╭─ Entries shown

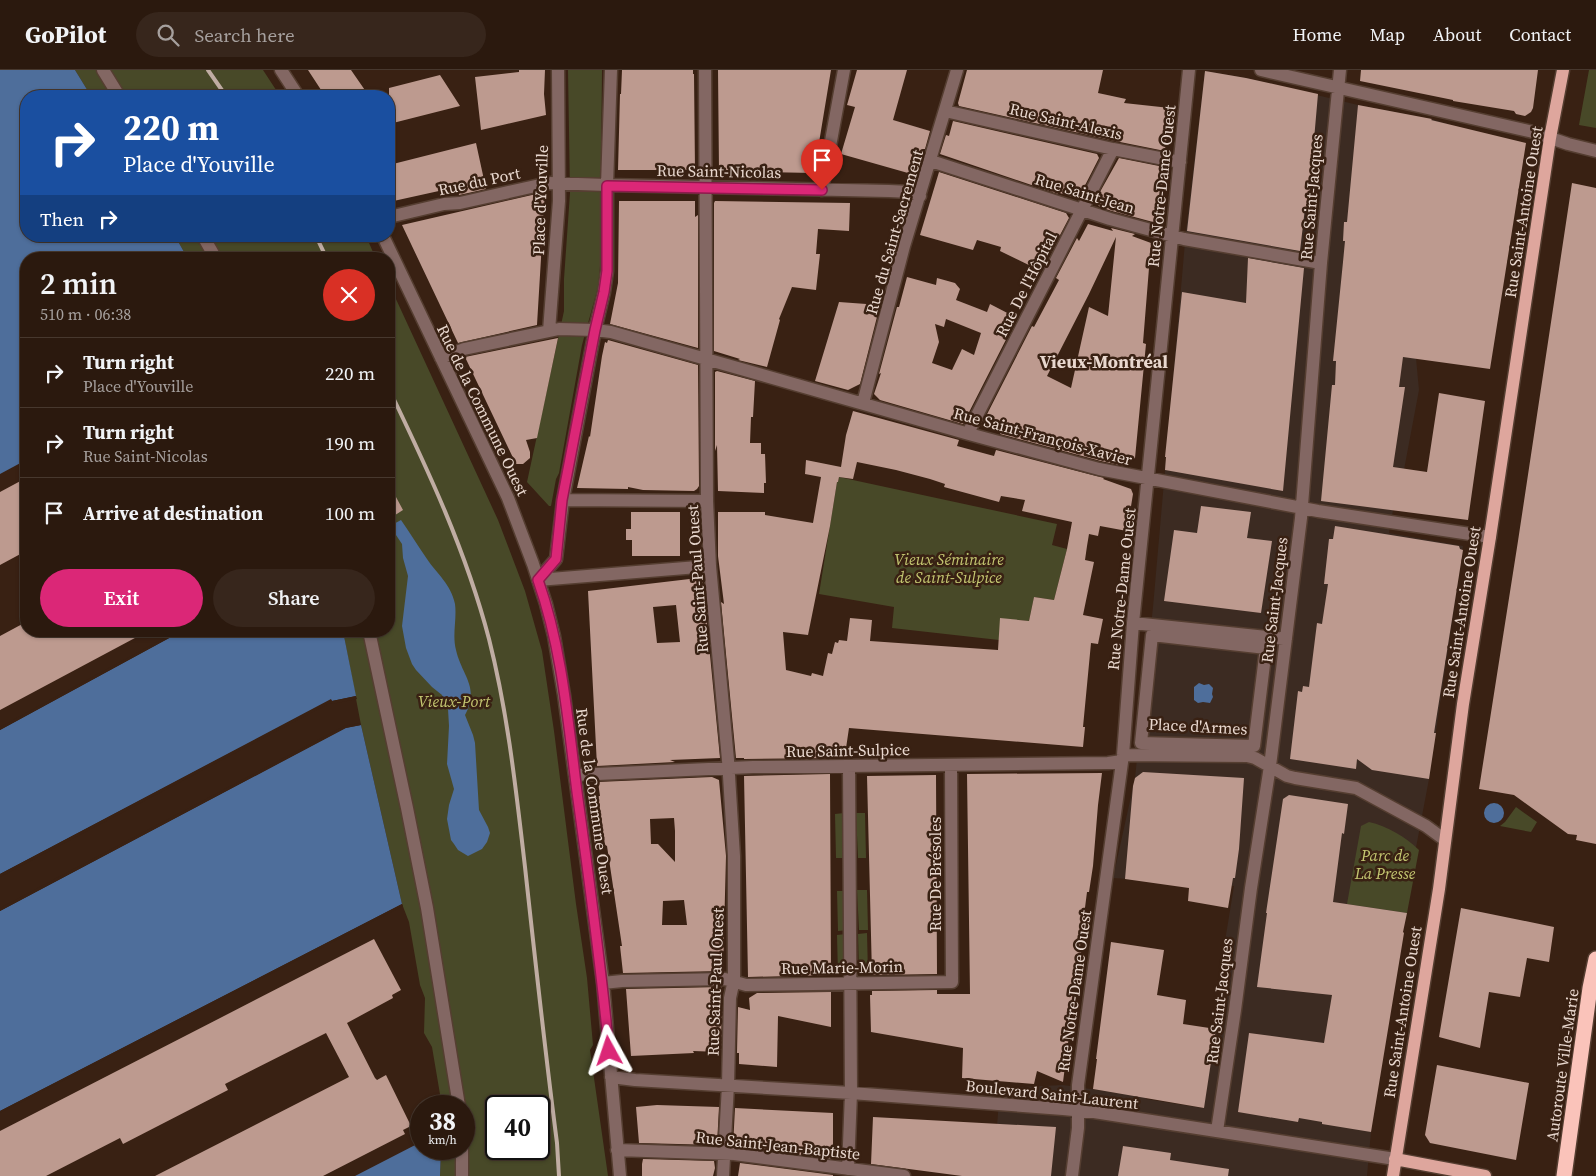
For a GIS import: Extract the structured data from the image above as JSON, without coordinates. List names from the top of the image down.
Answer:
{
  "streets": {
    "highway": ["Autoroute Ville-Marie"],
    "main road": ["Rue Saint-Antoine Ouest", "Boulevard Saint-Laurent"],
    "street": [
      "Rue Saint-Alexis",
      "Rue Saint-Nicolas",
      "Rue du Port",
      "Rue Notre-Dame Ouest",
      "Rue Saint-Jean",
      "Rue Saint-Jacques",
      "Place d'Youville",
      "Rue du Saint-Sacrement",
      "Rue De l'Hôpital",
      "Rue de la Commune Ouest",
      "Rue Saint-François-Xavier",
      "Rue Saint-Paul Ouest",
      "Place d'Armes",
      "Rue Saint-Sulpice",
      "Rue De Brésoles",
      "Rue Marie-Morin",
      "Rue Saint-Jean-Baptiste"
    ]
  },
  "crossings": [
    ["Rue Saint-Alexis", "Rue Notre-Dame Ouest"],
    ["Rue Saint-Alexis", "Rue du Saint-Sacrement"],
    ["Rue Saint-Alexis", "Rue De l'Hôpital"],
    ["Rue Saint-Nicolas", "Rue du Port"],
    ["Rue Saint-Nicolas", "Rue du Saint-Sacrement"],
    ["Rue Saint-Nicolas", "Rue Saint-Paul Ouest"],
    ["Rue du Port", "Place d'Youville"],
    ["Rue Notre-Dame Ouest", "Rue Saint-Jean"],
    ["Rue Notre-Dame Ouest", "Rue Saint-François-Xavier"],
    ["Rue Notre-Dame Ouest", "Place d'Armes"],
    ["Rue Notre-Dame Ouest", "Rue Saint-Sulpice"],
    ["Rue Notre-Dame Ouest", "Boulevard Saint-Laurent"],
    ["Rue Saint-Jean", "Rue Saint-Jacques"],
    ["Rue Saint-Jean", "Rue du Saint-Sacrement"],
    ["Rue Saint-Jean", "Rue De l'Hôpital"],
    ["Rue Saint-Jacques", "Rue Saint-François-Xavier"],
    ["Rue Saint-Jacques", "Place d'Armes"],
    ["Rue Saint-Jacques", "Boulevard Saint-Laurent"],
    ["Place d'Youville", "Rue Saint-François-Xavier"],
    ["Rue Saint-Antoine Ouest", "Rue Saint-François-Xavier"],
    ["Rue Saint-Antoine Ouest", "Place d'Armes"],
    ["Rue Saint-Antoine Ouest", "Boulevard Saint-Laurent"],
    ["Rue du Saint-Sacrement", "Rue Saint-François-Xavier"],
    ["Rue De l'Hôpital", "Rue Saint-François-Xavier"],
    ["Rue de la Commune Ouest", "Rue Saint-François-Xavier"],
    ["Rue de la Commune Ouest", "Rue Saint-Sulpice"],
    ["Rue de la Commune Ouest", "Rue Marie-Morin"],
    ["Rue de la Commune Ouest", "Boulevard Saint-Laurent"],
    ["Rue de la Commune Ouest", "Rue Saint-Jean-Baptiste"],
    ["Rue Saint-François-Xavier", "Rue Saint-Paul Ouest"],
    ["Rue Saint-Paul Ouest", "Rue Saint-Sulpice"],
    ["Rue Saint-Paul Ouest", "Rue Marie-Morin"],
    ["Rue Saint-Paul Ouest", "Boulevard Saint-Laurent"],
    ["Rue Saint-Paul Ouest", "Rue Saint-Jean-Baptiste"],
    ["Place d'Armes", "Rue Saint-Sulpice"],
    ["Rue Saint-Sulpice", "Rue De Brésoles"],
    ["Rue De Brésoles", "Rue Marie-Morin"]
  ],
  "districts": ["Vieux-Montréal"],
  "parks": ["Vieux Séminaire de Saint-Sulpice", "Vieux-Port", "Parc de La Presse"],
  "page": {
    "header": "GoPilot",
    "search": "Search here",
    "nav": [
      "Home",
      "Map",
      "About",
      "Contact"
    ],
    "turn": ["220 m", "Place d'Youville"],
    "then": "Then",
    "heading": ["2 min", "510 m · 06:38"],
    "list": [
      {
        "name": "Turn right",
        "note": "Place d'Youville",
        "value": "220 m"
      },
      {
        "name": "Turn right",
        "note": "Rue Saint-Nicolas",
        "value": "190 m"
      },
      {
        "name": "Arrive at destination",
        "value": "100 m"
      }
    ],
    "buttons": ["Exit", "Share"],
    "speed": "38 km/h",
    "limit": "40"
  }
}
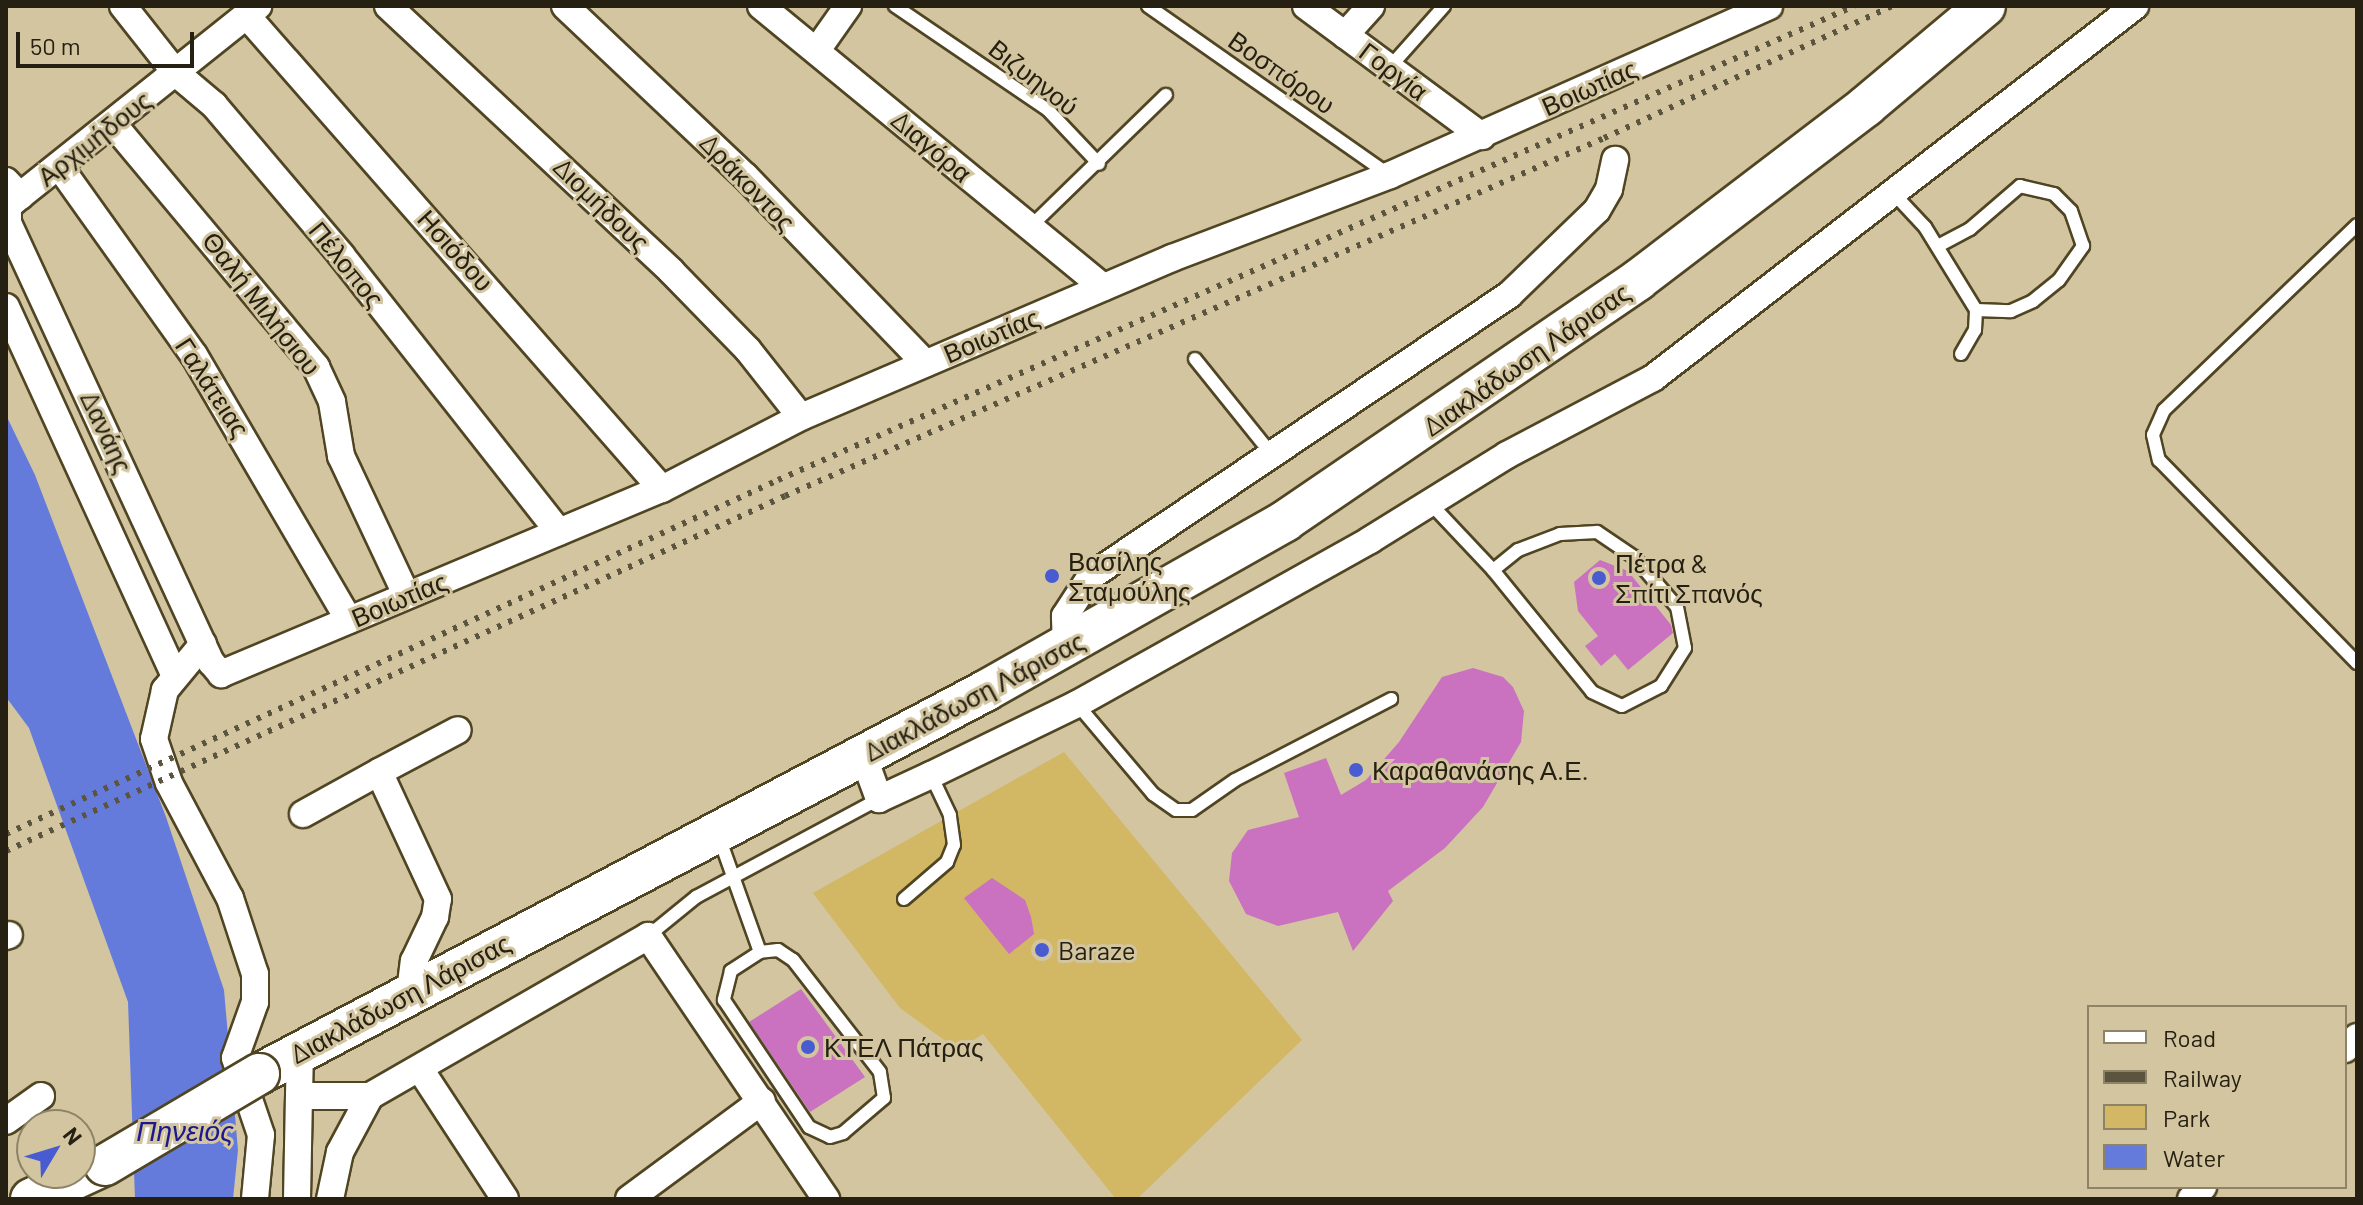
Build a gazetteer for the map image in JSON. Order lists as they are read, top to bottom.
{
  "streets": {
    "main road": ["Διακλάδωση Λάρισας"],
    "street": [
      "Γοργία",
      "Βοιωτίας",
      "Αρχιμήδους",
      "Διαγόρα",
      "Δράκοντος",
      "Διομήδους",
      "Ησιόδου",
      "Πέλοπος",
      "Θαλή Μιλήσιου",
      "Γαλάτειας",
      "Δανάης"
    ],
    "lane": ["Βοσπόρου", "Βιζυηνού"]
  },
  "crossings": [
    ["Γοργία", "Βοιωτίας"],
    ["Βοσπόρου", "Βοιωτίας"],
    ["Βοιωτίας", "Διαγόρα"],
    ["Βοιωτίας", "Δράκοντος"],
    ["Βοιωτίας", "Διομήδους"],
    ["Βοιωτίας", "Ησιόδου"],
    ["Βοιωτίας", "Πέλοπος"],
    ["Βοιωτίας", "Θαλή Μιλήσιου"],
    ["Βοιωτίας", "Γαλάτειας"],
    ["Βοιωτίας", "Δανάης"],
    ["Αρχιμήδους", "Ησιόδου"],
    ["Αρχιμήδους", "Πέλοπος"],
    ["Αρχιμήδους", "Θαλή Μιλήσιου"],
    ["Αρχιμήδους", "Γαλάτειας"],
    ["Αρχιμήδους", "Δανάης"]
  ],
  "water": ["Πηνειός"],
  "places": [
    "Βασίλης Σταμούλης",
    "Πέτρα & Σπίτι Σπανός",
    "Καραθανάσης Α.Ε.",
    "Baraze",
    "ΚΤΕΛ Πάτρας"
  ],
  "legend": [
    "Road",
    "Railway",
    "Park",
    "Water"
  ],
  "scale_bar": "50 m",
  "north": "top right"
}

╰─

- About this exercise
In your copy of the entries above, keep the text exact and leave out the pictures.

- Your solution
For a GIS import: Extract the structured data from the image above as JSON, without coordinates. List names from the top of the image down.
Answer:
{
  "streets": {
    "highway": ["Autoroute Ville-Marie"],
    "main road": ["Rue Saint-Antoine Ouest", "Boulevard Saint-Laurent"],
    "street": [
      "Rue Saint-Alexis",
      "Rue Saint-Nicolas",
      "Rue du Port",
      "Rue Notre-Dame Ouest",
      "Rue Saint-Jean",
      "Rue Saint-Jacques",
      "Place d'Youville",
      "Rue du Saint-Sacrement",
      "Rue De l'Hôpital",
      "Rue de la Commune Ouest",
      "Rue Saint-François-Xavier",
      "Rue Saint-Paul Ouest",
      "Place d'Armes",
      "Rue Saint-Sulpice",
      "Rue De Brésoles",
      "Rue Marie-Morin",
      "Rue Saint-Jean-Baptiste"
    ]
  },
  "crossings": [
    ["Rue Saint-Alexis", "Rue Notre-Dame Ouest"],
    ["Rue Saint-Alexis", "Rue du Saint-Sacrement"],
    ["Rue Saint-Alexis", "Rue De l'Hôpital"],
    ["Rue Saint-Nicolas", "Rue du Port"],
    ["Rue Saint-Nicolas", "Rue du Saint-Sacrement"],
    ["Rue Saint-Nicolas", "Rue Saint-Paul Ouest"],
    ["Rue du Port", "Place d'Youville"],
    ["Rue Notre-Dame Ouest", "Rue Saint-Jean"],
    ["Rue Notre-Dame Ouest", "Rue Saint-François-Xavier"],
    ["Rue Notre-Dame Ouest", "Place d'Armes"],
    ["Rue Notre-Dame Ouest", "Rue Saint-Sulpice"],
    ["Rue Notre-Dame Ouest", "Boulevard Saint-Laurent"],
    ["Rue Saint-Jean", "Rue Saint-Jacques"],
    ["Rue Saint-Jean", "Rue du Saint-Sacrement"],
    ["Rue Saint-Jean", "Rue De l'Hôpital"],
    ["Rue Saint-Jacques", "Rue Saint-François-Xavier"],
    ["Rue Saint-Jacques", "Place d'Armes"],
    ["Rue Saint-Jacques", "Boulevard Saint-Laurent"],
    ["Place d'Youville", "Rue Saint-François-Xavier"],
    ["Rue Saint-Antoine Ouest", "Rue Saint-François-Xavier"],
    ["Rue Saint-Antoine Ouest", "Place d'Armes"],
    ["Rue Saint-Antoine Ouest", "Boulevard Saint-Laurent"],
    ["Rue du Saint-Sacrement", "Rue Saint-François-Xavier"],
    ["Rue De l'Hôpital", "Rue Saint-François-Xavier"],
    ["Rue de la Commune Ouest", "Rue Saint-François-Xavier"],
    ["Rue de la Commune Ouest", "Rue Saint-Sulpice"],
    ["Rue de la Commune Ouest", "Rue Marie-Morin"],
    ["Rue de la Commune Ouest", "Boulevard Saint-Laurent"],
    ["Rue de la Commune Ouest", "Rue Saint-Jean-Baptiste"],
    ["Rue Saint-François-Xavier", "Rue Saint-Paul Ouest"],
    ["Rue Saint-Paul Ouest", "Rue Saint-Sulpice"],
    ["Rue Saint-Paul Ouest", "Rue Marie-Morin"],
    ["Rue Saint-Paul Ouest", "Boulevard Saint-Laurent"],
    ["Rue Saint-Paul Ouest", "Rue Saint-Jean-Baptiste"],
    ["Place d'Armes", "Rue Saint-Sulpice"],
    ["Rue Saint-Sulpice", "Rue De Brésoles"],
    ["Rue De Brésoles", "Rue Marie-Morin"]
  ],
  "districts": ["Vieux-Montréal"],
  "parks": ["Vieux Séminaire de Saint-Sulpice", "Vieux-Port", "Parc de La Presse"],
  "page": {
    "header": "GoPilot",
    "search": "Search here",
    "nav": [
      "Home",
      "Map",
      "About",
      "Contact"
    ],
    "turn": ["220 m", "Place d'Youville"],
    "then": "Then",
    "heading": ["2 min", "510 m · 06:38"],
    "list": [
      {
        "name": "Turn right",
        "note": "Place d'Youville",
        "value": "220 m"
      },
      {
        "name": "Turn right",
        "note": "Rue Saint-Nicolas",
        "value": "190 m"
      },
      {
        "name": "Arrive at destination",
        "value": "100 m"
      }
    ],
    "buttons": ["Exit", "Share"],
    "speed": "38 km/h",
    "limit": "40"
  }
}
Build a gazetteer for the map image in JSON. Order lists as they are read, top to bottom.
{
  "streets": {
    "main road": ["Διακλάδωση Λάρισας"],
    "street": [
      "Γοργία",
      "Βοιωτίας",
      "Αρχιμήδους",
      "Διαγόρα",
      "Δράκοντος",
      "Διομήδους",
      "Ησιόδου",
      "Πέλοπος",
      "Θαλή Μιλήσιου",
      "Γαλάτειας",
      "Δανάης"
    ],
    "lane": ["Βοσπόρου", "Βιζυηνού"]
  },
  "crossings": [
    ["Γοργία", "Βοιωτίας"],
    ["Βοσπόρου", "Βοιωτίας"],
    ["Βοιωτίας", "Διαγόρα"],
    ["Βοιωτίας", "Δράκοντος"],
    ["Βοιωτίας", "Διομήδους"],
    ["Βοιωτίας", "Ησιόδου"],
    ["Βοιωτίας", "Πέλοπος"],
    ["Βοιωτίας", "Θαλή Μιλήσιου"],
    ["Βοιωτίας", "Γαλάτειας"],
    ["Βοιωτίας", "Δανάης"],
    ["Αρχιμήδους", "Ησιόδου"],
    ["Αρχιμήδους", "Πέλοπος"],
    ["Αρχιμήδους", "Θαλή Μιλήσιου"],
    ["Αρχιμήδους", "Γαλάτειας"],
    ["Αρχιμήδους", "Δανάης"]
  ],
  "water": ["Πηνειός"],
  "places": [
    "Βασίλης Σταμούλης",
    "Πέτρα & Σπίτι Σπανός",
    "Καραθανάσης Α.Ε.",
    "Baraze",
    "ΚΤΕΛ Πάτρας"
  ],
  "legend": [
    "Road",
    "Railway",
    "Park",
    "Water"
  ],
  "scale_bar": "50 m",
  "north": "top right"
}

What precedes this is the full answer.